_ASSIGNED TASK_.
Exact reproduction required: the lines below from the line with "783,102C748,86 714,70 679,55" to the line with "M330,448L480,438", both ends included, and no others.
# # #
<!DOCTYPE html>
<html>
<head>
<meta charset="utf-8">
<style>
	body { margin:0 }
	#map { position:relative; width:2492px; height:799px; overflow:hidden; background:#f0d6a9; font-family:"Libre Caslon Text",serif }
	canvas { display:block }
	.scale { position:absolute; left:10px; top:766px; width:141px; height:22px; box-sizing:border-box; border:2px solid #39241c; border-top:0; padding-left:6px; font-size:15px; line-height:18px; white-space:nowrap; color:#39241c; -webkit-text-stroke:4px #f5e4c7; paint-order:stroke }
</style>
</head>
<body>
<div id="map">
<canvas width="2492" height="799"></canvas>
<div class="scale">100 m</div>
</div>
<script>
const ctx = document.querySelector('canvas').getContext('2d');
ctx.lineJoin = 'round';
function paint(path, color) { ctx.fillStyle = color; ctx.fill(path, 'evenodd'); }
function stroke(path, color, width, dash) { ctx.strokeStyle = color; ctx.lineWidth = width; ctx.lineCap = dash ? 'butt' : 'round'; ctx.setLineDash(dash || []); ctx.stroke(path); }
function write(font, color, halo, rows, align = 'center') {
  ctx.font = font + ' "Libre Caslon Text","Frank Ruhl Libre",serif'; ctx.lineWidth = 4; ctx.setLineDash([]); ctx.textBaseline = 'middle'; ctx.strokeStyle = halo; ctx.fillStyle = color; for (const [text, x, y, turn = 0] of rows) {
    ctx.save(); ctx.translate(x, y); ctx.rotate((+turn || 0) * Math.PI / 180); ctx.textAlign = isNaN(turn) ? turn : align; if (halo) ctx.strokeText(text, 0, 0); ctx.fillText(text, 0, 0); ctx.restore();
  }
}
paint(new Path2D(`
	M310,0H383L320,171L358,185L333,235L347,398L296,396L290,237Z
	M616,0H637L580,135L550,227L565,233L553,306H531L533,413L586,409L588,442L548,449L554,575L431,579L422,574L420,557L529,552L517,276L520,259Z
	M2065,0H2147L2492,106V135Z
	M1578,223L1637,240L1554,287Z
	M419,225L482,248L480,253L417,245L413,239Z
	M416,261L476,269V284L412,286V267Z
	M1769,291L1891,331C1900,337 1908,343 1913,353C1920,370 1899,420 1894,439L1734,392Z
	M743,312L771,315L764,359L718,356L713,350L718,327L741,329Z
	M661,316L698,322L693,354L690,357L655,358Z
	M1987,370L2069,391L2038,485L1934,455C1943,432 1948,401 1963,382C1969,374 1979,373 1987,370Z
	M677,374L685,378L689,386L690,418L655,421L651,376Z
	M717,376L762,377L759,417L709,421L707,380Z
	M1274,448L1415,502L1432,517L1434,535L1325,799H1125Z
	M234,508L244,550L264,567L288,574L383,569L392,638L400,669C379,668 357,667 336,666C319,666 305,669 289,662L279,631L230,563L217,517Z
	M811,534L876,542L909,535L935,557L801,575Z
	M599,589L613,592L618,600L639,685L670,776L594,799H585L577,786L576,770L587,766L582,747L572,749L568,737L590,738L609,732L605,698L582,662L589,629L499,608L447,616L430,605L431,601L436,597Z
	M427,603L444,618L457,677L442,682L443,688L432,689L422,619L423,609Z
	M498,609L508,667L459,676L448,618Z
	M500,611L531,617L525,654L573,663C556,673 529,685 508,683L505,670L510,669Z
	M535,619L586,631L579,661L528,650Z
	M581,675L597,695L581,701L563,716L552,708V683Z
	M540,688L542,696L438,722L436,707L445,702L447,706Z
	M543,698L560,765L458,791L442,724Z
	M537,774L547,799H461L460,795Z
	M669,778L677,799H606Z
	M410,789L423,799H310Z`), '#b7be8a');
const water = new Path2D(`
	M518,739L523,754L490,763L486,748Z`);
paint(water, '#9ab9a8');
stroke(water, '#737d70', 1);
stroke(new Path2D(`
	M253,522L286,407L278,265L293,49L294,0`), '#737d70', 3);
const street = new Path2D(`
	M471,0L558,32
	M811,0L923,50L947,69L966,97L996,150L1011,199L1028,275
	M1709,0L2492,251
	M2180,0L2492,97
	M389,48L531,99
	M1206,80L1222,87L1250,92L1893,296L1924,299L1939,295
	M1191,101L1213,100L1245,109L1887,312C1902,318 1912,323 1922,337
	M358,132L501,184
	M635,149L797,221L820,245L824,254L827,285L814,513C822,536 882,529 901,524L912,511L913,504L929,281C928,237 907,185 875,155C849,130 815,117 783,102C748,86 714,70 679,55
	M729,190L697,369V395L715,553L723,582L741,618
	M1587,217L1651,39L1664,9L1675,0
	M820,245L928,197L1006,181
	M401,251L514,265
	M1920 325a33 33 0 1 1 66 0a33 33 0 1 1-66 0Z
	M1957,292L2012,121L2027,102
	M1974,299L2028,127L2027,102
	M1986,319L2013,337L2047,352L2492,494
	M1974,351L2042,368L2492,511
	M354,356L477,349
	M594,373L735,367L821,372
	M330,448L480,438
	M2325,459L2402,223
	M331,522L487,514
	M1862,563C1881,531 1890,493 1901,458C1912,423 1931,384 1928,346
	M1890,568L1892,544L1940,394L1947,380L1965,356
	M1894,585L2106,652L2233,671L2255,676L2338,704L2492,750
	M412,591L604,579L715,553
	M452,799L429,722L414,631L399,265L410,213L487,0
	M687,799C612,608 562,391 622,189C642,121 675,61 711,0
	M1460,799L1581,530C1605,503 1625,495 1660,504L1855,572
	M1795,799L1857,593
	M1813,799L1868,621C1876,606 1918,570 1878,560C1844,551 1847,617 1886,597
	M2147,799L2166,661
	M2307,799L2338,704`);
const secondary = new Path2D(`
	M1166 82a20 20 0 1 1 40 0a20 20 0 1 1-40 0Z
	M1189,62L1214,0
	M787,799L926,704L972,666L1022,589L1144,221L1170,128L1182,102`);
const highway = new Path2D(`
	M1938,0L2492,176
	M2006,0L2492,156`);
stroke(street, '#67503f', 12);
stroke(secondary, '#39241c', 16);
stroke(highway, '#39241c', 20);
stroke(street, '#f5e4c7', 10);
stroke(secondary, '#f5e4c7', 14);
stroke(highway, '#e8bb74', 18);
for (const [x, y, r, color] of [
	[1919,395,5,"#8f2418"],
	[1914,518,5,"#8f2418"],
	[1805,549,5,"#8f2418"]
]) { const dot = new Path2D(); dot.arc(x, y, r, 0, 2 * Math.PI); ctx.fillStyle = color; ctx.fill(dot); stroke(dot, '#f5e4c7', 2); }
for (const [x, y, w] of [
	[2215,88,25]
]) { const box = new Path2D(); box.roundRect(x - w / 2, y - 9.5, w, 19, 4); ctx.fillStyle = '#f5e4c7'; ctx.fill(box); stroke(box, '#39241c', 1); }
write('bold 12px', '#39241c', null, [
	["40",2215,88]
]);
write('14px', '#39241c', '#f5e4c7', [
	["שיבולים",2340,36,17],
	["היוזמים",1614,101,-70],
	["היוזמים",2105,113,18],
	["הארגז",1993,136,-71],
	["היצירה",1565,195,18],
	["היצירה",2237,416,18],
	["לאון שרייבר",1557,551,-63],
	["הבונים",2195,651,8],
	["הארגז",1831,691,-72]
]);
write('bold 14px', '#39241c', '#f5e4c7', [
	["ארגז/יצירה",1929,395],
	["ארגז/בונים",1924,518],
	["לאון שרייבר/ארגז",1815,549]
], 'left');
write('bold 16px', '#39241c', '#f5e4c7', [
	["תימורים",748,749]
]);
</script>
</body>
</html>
# # #
_SOLUTION FOR THIS TASK_.
	M635,149L797,221L820,245L824,254L827,285L814,513C822,536 882,529 901,524L912,511L913,504L929,281C928,237 907,185 875,155C849,130 815,117 783,102C748,86 714,70 679,55
	M729,190L697,369V395L715,553L723,582L741,618
	M1587,217L1651,39L1664,9L1675,0
	M820,245L928,197L1006,181
	M401,251L514,265
	M1920 325a33 33 0 1 1 66 0a33 33 0 1 1-66 0Z
	M1957,292L2012,121L2027,102
	M1974,299L2028,127L2027,102
	M1986,319L2013,337L2047,352L2492,494
	M1974,351L2042,368L2492,511
	M354,356L477,349
	M594,373L735,367L821,372
	M330,448L480,438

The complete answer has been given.